I wonder what my day would have looked like had I still been living at home.
The tea would taste the same, probably. My stress over the start of this trimester at uni would be the same, probably. The knowledge that I have friends scattered in different directions is the same, most definitely.
I’ve moved, and these things remain the same.
But many things haven’t.
I like to think my relationship with God will change, for the better, as I hope it always will. Constantly learning, growing. Perhaps this move will help pull some of these lessons along as I continue to navigate the rocky roads of adulthood.
(Speaking of rocky roads: be prepared to buy four tires instead of one. Stuff happens, ladies and gents, even things we don’t plan on happening. Who knew.)

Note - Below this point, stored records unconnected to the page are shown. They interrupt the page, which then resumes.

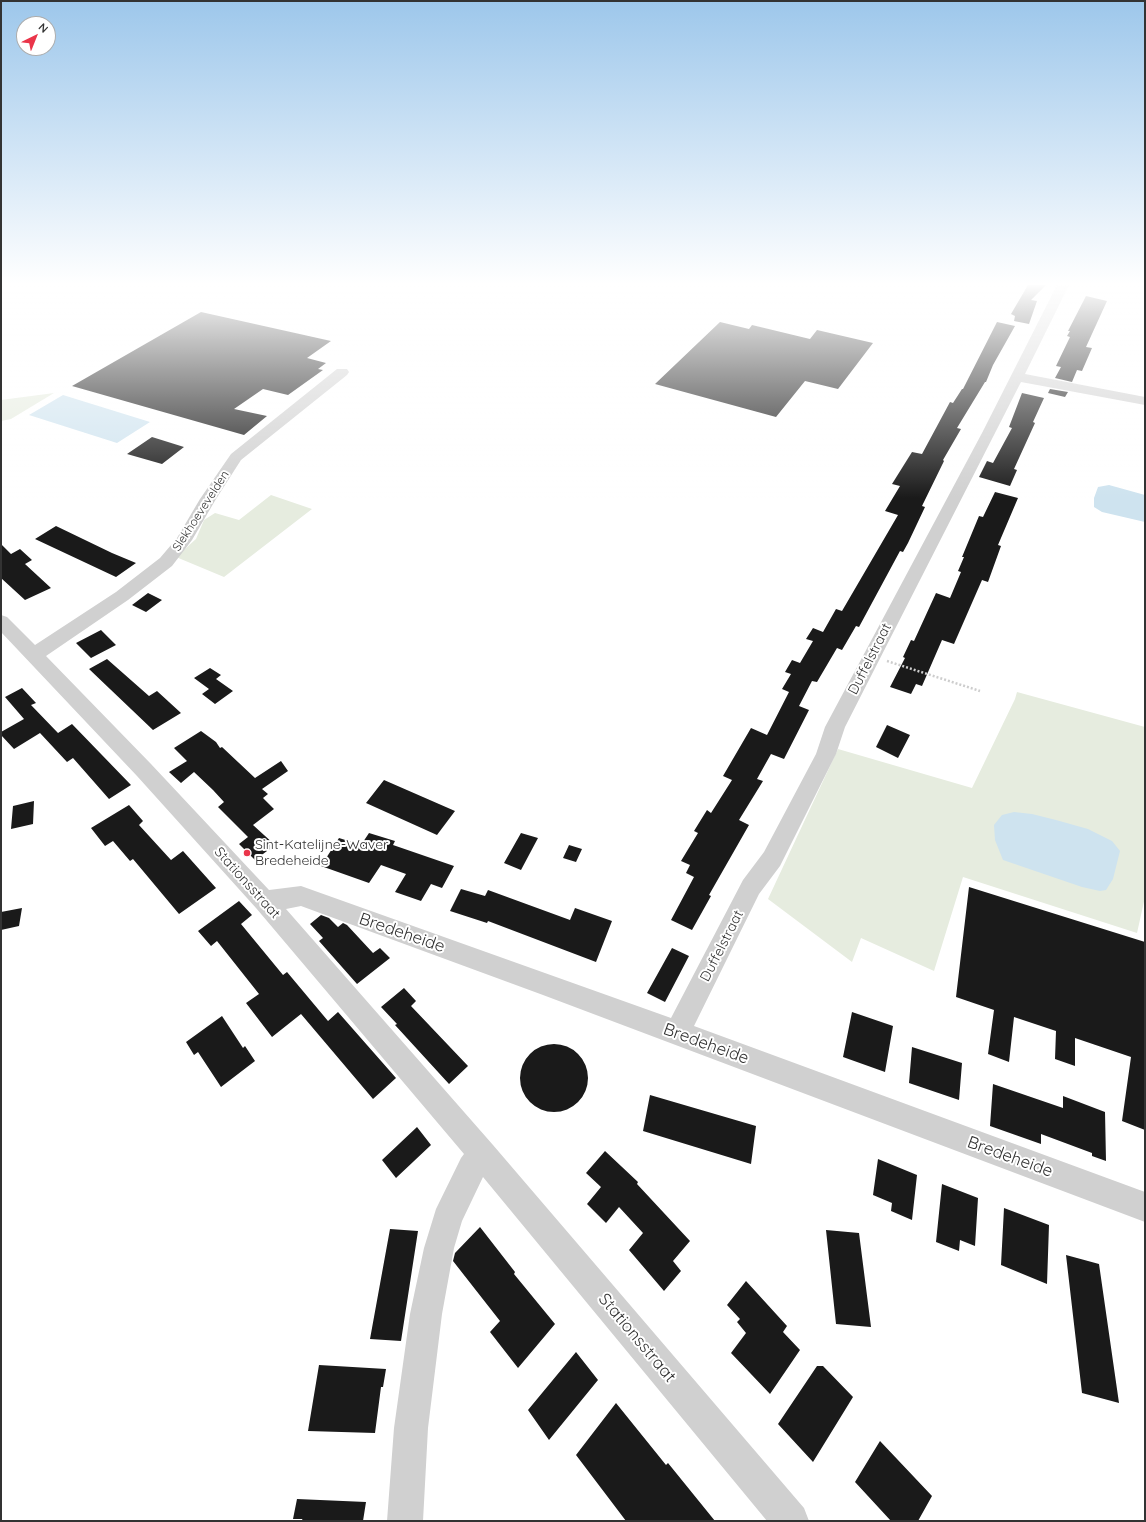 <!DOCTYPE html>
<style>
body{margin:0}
#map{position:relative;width:1146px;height:1522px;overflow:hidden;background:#fff;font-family:Quicksand,sans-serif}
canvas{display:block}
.frame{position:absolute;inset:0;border:2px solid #333;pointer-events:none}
.north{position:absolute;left:16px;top:16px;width:40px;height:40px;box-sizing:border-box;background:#fff;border:1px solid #adadad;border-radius:50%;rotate:43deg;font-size:11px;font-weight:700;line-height:16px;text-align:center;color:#333}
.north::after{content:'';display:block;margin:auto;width:14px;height:18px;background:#ea354a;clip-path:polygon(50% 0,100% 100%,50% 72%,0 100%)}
</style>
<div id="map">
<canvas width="1146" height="1522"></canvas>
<div class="frame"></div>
<div class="north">N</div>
</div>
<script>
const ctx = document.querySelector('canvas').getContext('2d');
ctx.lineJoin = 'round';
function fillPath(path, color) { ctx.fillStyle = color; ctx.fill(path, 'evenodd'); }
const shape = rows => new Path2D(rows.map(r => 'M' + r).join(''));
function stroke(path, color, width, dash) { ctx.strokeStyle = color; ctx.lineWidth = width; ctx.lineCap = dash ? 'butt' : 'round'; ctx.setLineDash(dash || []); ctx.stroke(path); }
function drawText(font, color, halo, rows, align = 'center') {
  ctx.font = font + ' Quicksand,sans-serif'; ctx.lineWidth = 4; ctx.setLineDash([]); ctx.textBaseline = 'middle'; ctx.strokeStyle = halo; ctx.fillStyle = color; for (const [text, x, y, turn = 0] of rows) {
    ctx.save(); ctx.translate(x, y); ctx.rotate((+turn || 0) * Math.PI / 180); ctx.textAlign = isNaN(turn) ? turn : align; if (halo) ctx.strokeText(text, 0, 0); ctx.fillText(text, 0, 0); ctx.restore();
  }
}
fillPath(shape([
 [54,393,11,419,1,421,1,400],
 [271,495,312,509,224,577,176,557,196,539,204,520,215,513,239,520],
 [1017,692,1145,727,1145,897,1137,933,963,877,934,971,861,938,852,962,768,899,838,749,972,788,1015,699]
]), '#e6ecdf');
fillPath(shape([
 [63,395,150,422,117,443,29,415],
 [1109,485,1145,495,1145,522,1102,512,1094,507,1094,498,1098,487],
 [1014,812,1032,814,1056,820,1088,829,1112,841,1120,851,1113,879,1106,890,1100,891,1082,887,1003,860,995,840,994,825,1002,815]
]), '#cee3ef');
fillPath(shape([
 [1028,285,1046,285,1031,300,1037,301,1029,324,1014,321,1015,316,1011,314],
 [1086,296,1107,301,1086,347,1092,348,1082,371,1077,370,1072,382,1055,378,1061,367,1056,366,1070,337,1067,336,1070,331,1068,331],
 [201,312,331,341,307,358,326,363,318,369,323,370,288,395,263,389,234,409,267,416,244,435,72,386],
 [720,322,749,329,752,325,810,339,817,330,873,343,838,389,805,381,776,417,655,384],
 [997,322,1015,326,993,365,986,382,985,382,957,428,961,429,943,460,944,461,922,506,925,507,908,543,903,552,900,551,859,627,856,626,842,650,837,648,817,682,812,681,799,706,809,710,784,759,771,754,757,779,763,781,739,820,749,825,709,895,711,896,692,930,671,920,694,877,686,873,690,865,681,861,698,833,694,831,707,810,711,813,732,780,723,776,751,728,767,735,789,692,782,689,791,674,785,672,792,660,800,663,813,641,806,639,813,628,823,632,836,609,842,611,898,515,885,511,900,486,892,484,912,452,922,454,950,402,953,403,962,389,963,389],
 [1050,389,1068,392,1065,397,1048,393],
 [1022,393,1044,398,1033,422,1035,423,1014,469,1017,470,1010,486,979,477,987,461,993,463,1012,428,1009,427],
 [152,437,184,447,162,464,127,454],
 [995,492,1018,498,998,545,1001,546,988,582,982,580,954,644,942,640,922,686,916,684,911,694,890,687,905,658,903,657,911,640,914,641,936,593,950,598,961,572,958,571,964,557,962,557,979,516,983,517],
 [56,526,112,553,136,563,116,577,35,539],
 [1,544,11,554,20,549,32,560,25,564,51,588,25,600,1,578],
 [148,593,162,600,146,612,132,605],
 [101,630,116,645,91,658,76,643],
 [107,659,149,696,157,691,181,713,153,730,89,669],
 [210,668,221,675,216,679,233,691,215,704,202,694,209,689,194,678],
 [22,688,36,703,31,705,58,733,72,724,131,785,109,799,73,758,67,762,40,733,14,749,1,735,1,732,24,719,5,697],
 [887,725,910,735,898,758,876,747],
 [201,731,216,742,220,748,222,747,255,778,281,761,288,771,262,789,268,794,263,798,274,809,253,825,275,845,255,860,239,844,248,837,218,807,224,802,213,790,194,772,181,783,169,772,187,761,174,748],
 [384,780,455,811,437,835,366,803],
 [34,801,33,824,11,829,13,806],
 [129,805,143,821,139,825,171,860,183,851,216,888,179,914,133,859,130,861,113,841,105,846,91,828],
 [369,833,395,841,393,845,454,866,442,888,431,884,421,901,395,892,406,874,381,865,369,883,321,866,339,838,361,845],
 [521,833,538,838,521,870,504,863],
 [569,845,582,849,576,862,563,858],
 [969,887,1145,942,1145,1130,1122,1121,1131,1057,1075,1038,1075,1066,1055,1059,1056,1031,1014,1017,1009,1062,988,1054,994,1010,956,997],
 [461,889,485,896,488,890,570,920,575,908,612,921,596,962,488,921,487,923,450,911],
 [239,901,252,915,241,924,283,975,287,972,328,1021,338,1012,396,1078,373,1099,301,1014,272,1037,246,1003,259,994,217,941,211,946,198,931],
 [22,908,19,926,1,930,1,912],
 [321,915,329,918,338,927,343,923,347,925,373,953,380,948,390,958,357,984,319,941,323,938,310,924],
 [672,948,689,956,665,1002,647,993],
 [404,988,416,1001,411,1006,468,1066,449,1084,395,1025,397,1024,381,1007],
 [852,1012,893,1026,885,1072,843,1057],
 [222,1016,243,1048,245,1046,255,1061,221,1087,198,1052,194,1055,186,1042],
 '520 1078a34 34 0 1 1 68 0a34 34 0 1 1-68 0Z',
 [912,1047,962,1063,959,1100,909,1083],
 [993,1084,1063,1108,1063,1096,1105,1112,1106,1161,1092,1156,1092,1153,1041,1134,1041,1144,990,1126],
 [650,1095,756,1126,751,1164,643,1131],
 [417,1127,431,1145,396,1178,382,1160],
 [605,1151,638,1182,637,1184,690,1241,673,1261,681,1271,664,1291,629,1250,643,1233,619,1207,606,1223,587,1204,601,1187,586,1173],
 [878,1159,917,1175,912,1220,891,1211,892,1203,873,1195],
 [942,1184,978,1198,975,1246,960,1240,959,1251,936,1242],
 [1004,1208,1049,1225,1047,1284,1001,1265],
 [480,1227,515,1272,514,1274,555,1324,518,1368,490,1332,500,1321,453,1261,455,1253],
 [390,1229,418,1231,401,1341,370,1339],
 [826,1230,859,1233,871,1327,836,1324],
 [1066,1255,1099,1264,1119,1403,1082,1393],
 [746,1281,787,1326,783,1332,800,1350,770,1394,731,1353,746,1333,737,1322,740,1319,727,1305],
 [576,1352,598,1380,549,1440,528,1410],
 [319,1365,386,1369,383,1387,381,1387,375,1433,308,1431],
 [817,1366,823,1366,853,1397,813,1462,778,1424],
 [616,1403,666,1465,668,1463,715,1521,626,1521,576,1455],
 [880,1441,932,1496,918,1521,891,1521,855,1482],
 [297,1499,366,1502,363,1521,303,1521,302,1519,293,1519]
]), '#1a1a1a');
stroke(shape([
 [887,661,980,691]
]), '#cdcdcd', 2.5, [2, 2]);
fillPath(shape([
 [1057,285,1069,285,1025,374,1145,397,1145,405,1021,382,845,727,836,754,780,866,759,894,694,1026,1145,1192,1145,1222,543,995,301,906,286,909,493,1145,804,1508,809,1521,767,1521,483,1177,462,1221,454,1248,442,1314,428,1428,423,1521,387,1521,394,1428,410,1314,424,1248,436,1209,461,1158,464,1154,256,908,137,776,1,632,1,615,7,617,35,645,116,592,160,558,177,538,200,499,231,454,337,369,347,369,349,372,347,375,241,460,216,499,192,540,172,566,128,600,46,656,151,764,269,890,301,886,671,1018,743,880,764,852,816,754,825,727,982,433,1057,285]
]), '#d0d0d0');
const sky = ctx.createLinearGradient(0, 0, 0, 498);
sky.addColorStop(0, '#9dc7eb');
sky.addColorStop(0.57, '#fff');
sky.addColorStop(1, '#ffffff00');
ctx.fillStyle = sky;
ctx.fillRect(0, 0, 1146, 498);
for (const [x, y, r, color] of [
 [247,853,4,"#ea354a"]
]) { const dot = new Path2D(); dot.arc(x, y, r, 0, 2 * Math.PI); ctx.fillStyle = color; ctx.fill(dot); stroke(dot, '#fff', 1.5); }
drawText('12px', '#333', '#fff', [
 ["Slekhoevevelden",201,511,-57]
]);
drawText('14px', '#333', '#fff', [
 ["Duffelstraat",870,659,-63],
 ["Stationsstraat",247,883,48],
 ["Duffelstraat",722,946,-63]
]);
drawText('14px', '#333', '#fff', [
 ["Sint-Katelijne-Waver",255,845],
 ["Bredeheide",255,861]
], 'left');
drawText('17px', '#333', '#fff', [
 ["Bredeheide",402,933,19],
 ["Bredeheide",706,1044,20],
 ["Bredeheide",1010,1157,20],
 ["Stationsstraat",637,1338,50]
]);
</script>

I like to think I will continue to change. As already established in the heart of this blog, I love a good self-reflection. And part of that is to be encouraged by how far I’ve come, and by thinking of the future possibilities. I think back to previous times I’ve moved (as an eleven year old and then as an eighteen year old), and can’t help but wonder how different I would be had I not moved. Had I not met the people I did. Had I not experienced the unique highs and lows of each location.
But I try not to dwell on that too much, because ultimately: who am I to question the hand of God? I don’t have the right to ask Him to turn back time. But I am also human, and turning back time is something I occasionally wish to happen. Never enough, however, that I would change the people I know, the places I’ve been, the things I’ve learnt. It’s more of a curious question; that intrigue into a life that will never see the light of day. A direction that did not fit into God’s plan.
What else hasn’t remained the same?
I can no longer ask my Mum what we’re having for dinner fifty times a day. Well, I could, but the answer wouldn’t benefit me one bit and I don’t think she’d appreciate it, either. If the car does something strange, I can no longer hand it over to my Dad. I can ask for advice, but there’s only so much one can do from seven hours away. And also, there comes a point where we have to do things on our own, isn’t there? If my Mum cooked me food forever, or if my Dad dealt with my car forever, I wouldn’t ever really come into my own. And despite the hardships, that’s what I want. And I think a lot of other people want that, too. We want an opportunity to figure things out, to see what we’re like when we’re standing on our own two feet. That’s not to say it’s easy, because I nearly cried at the tire repair place today, and I still have no idea if it’s ‘tire’ or ‘tyre’, and I still like knowing I can reach out to adults who are more adult-y than me to help me when things get too much.
But the things that are happening for me now are happening for a reason. I need to remind myself more often that God is in control, that even when things are a little strange (because things are strange… well, frequently) He has already walked this path. He has gone ahead of me as well as walking next to me.
I’ve moved out of home. And it’s pretty dang cool. Other than the bills.